Er zog mich in eine Umarmung, und ich ließ es zu. Es war das erste Mal, dass ich mich in den letzten Tagen wirklich umarmt fühlte, als wäre ich nicht völlig verloren.

„Ich weiß, Muichiro", flüsterte er, während er mir sanft den Rücken strich. „Ich weiß. Aber du bist nicht allein. Ich bin da. Und auch wenn es schwer ist, wir schaffen das zusammen."

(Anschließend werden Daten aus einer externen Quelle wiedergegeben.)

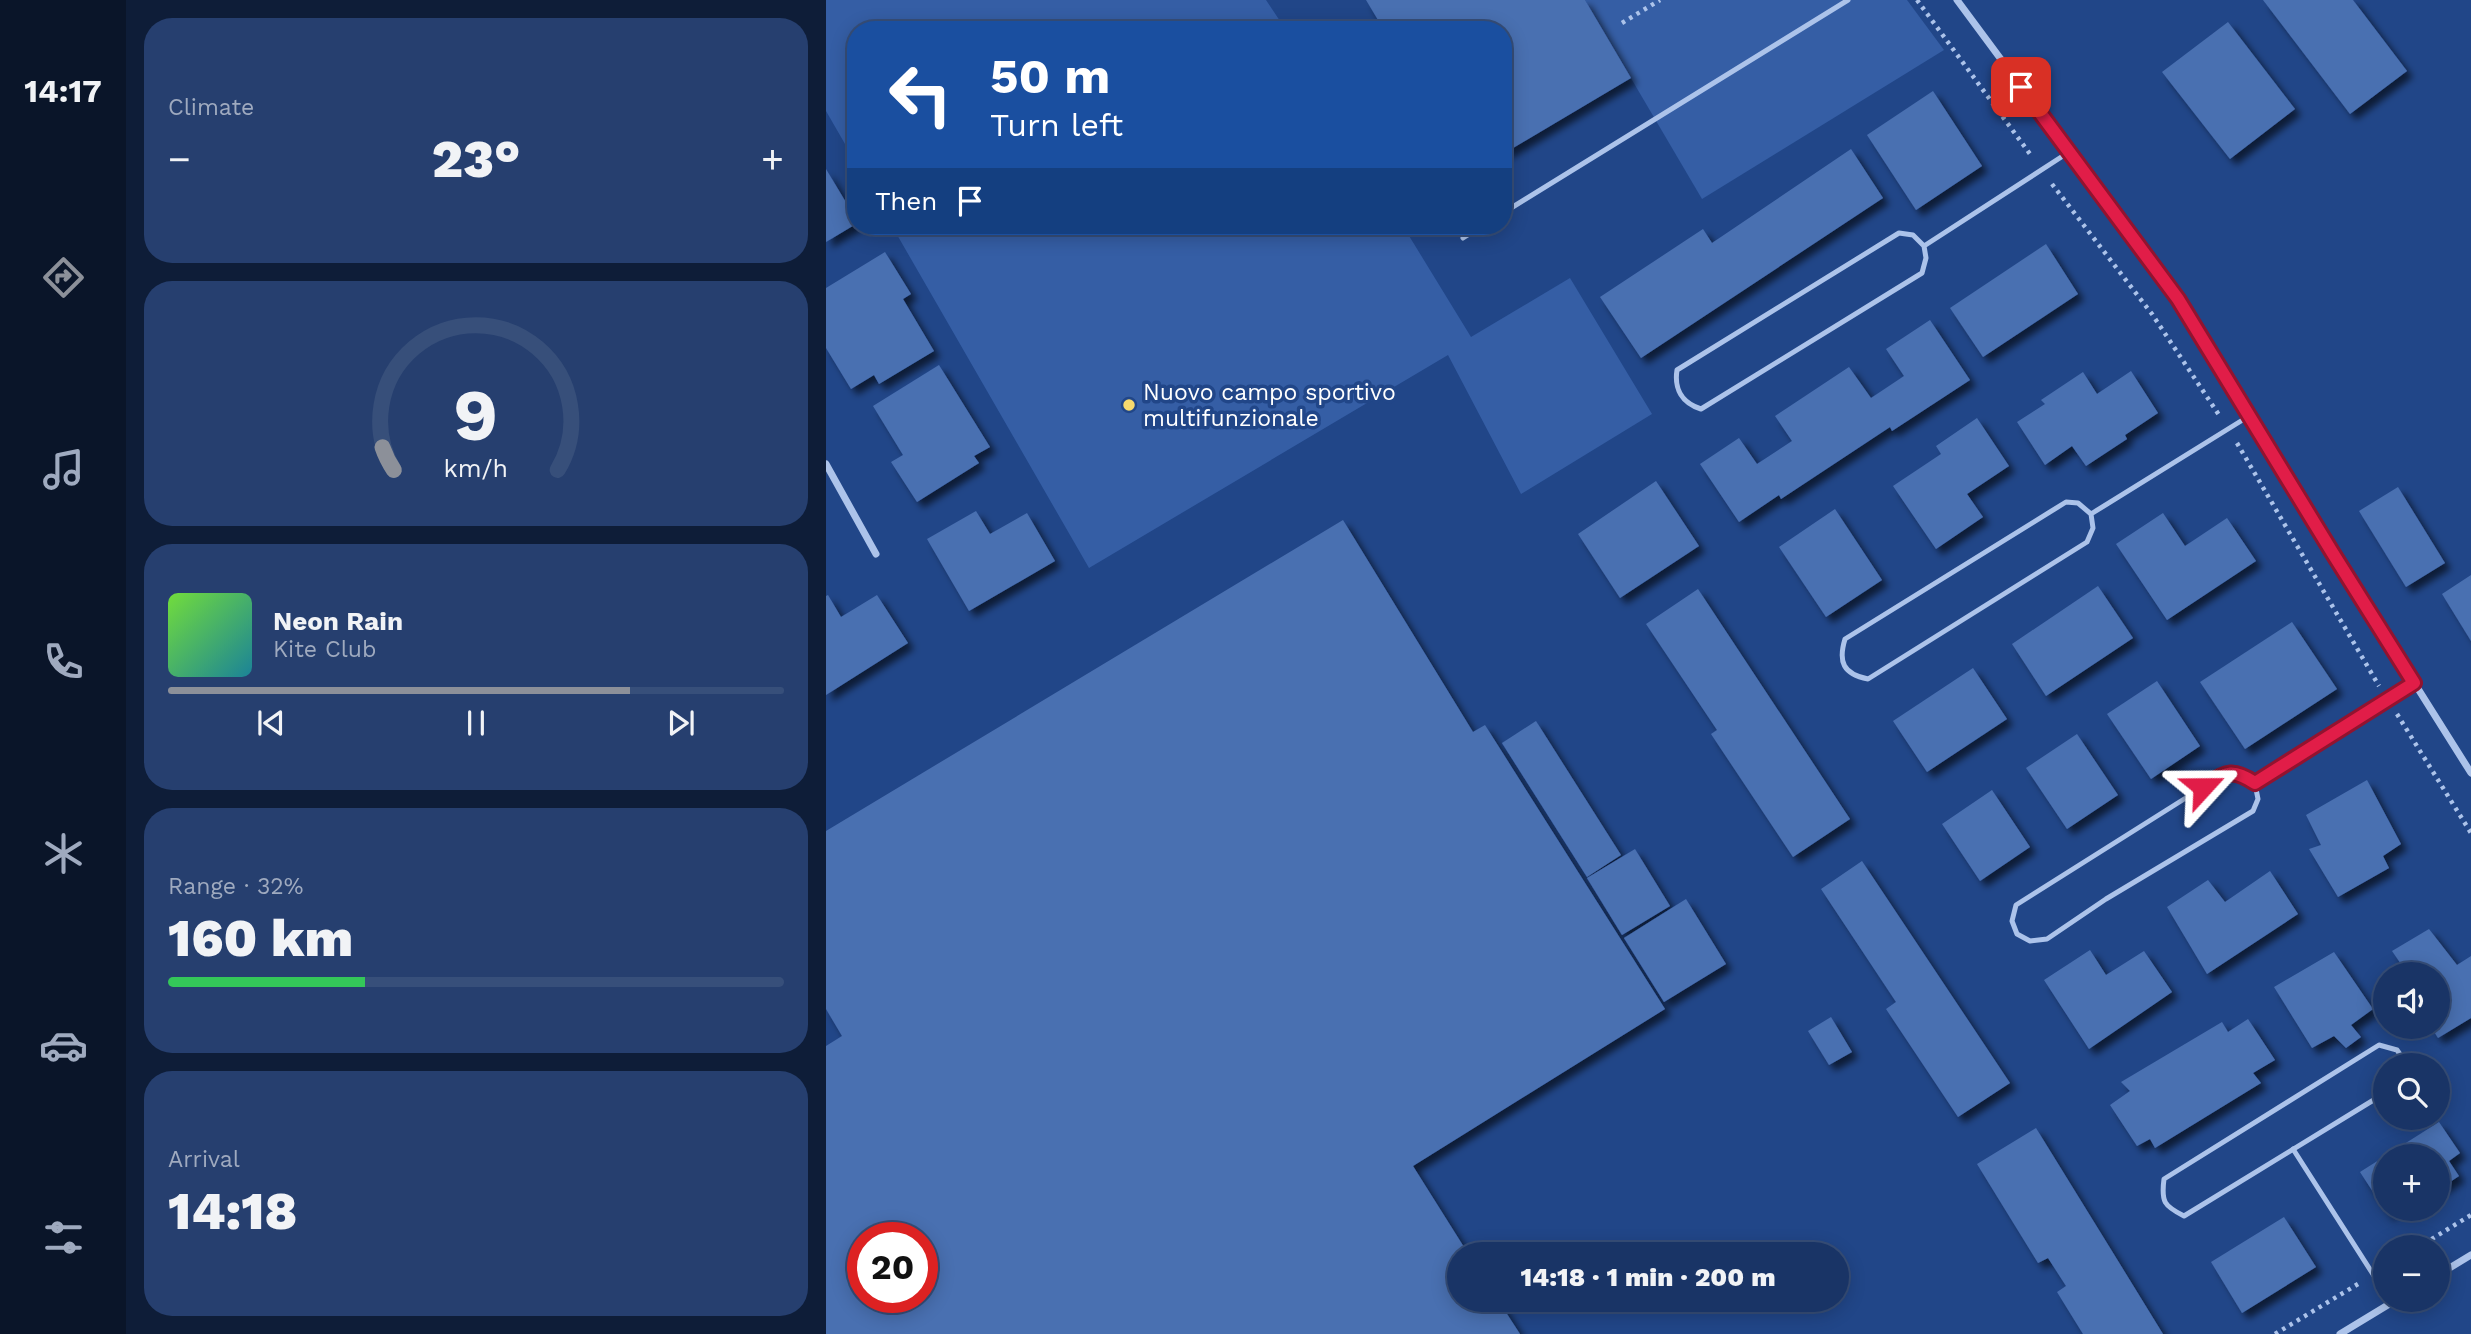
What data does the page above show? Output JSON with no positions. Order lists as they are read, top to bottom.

Und für den Moment, in diesem kurzen Augenblick, fühlte es sich vielleicht tatsächlich so an, als könnte ich wieder einen Schritt nach dem anderen machen. Es war der erste Hauch von Hoffnung, den ich seit dem Amoklauf gespürt hatte.

„Lass uns gehen, ja?", sagte Genya schließlich und zog mich sanft aus dem Bett. „Es wird nicht einfach, aber wir fangen langsam an."

Und so, auch wenn mein Herz noch schwer war und die Welt sich nicht gleich wieder hell anfühlte, ging ich mit ihm. Schritt für Schritt.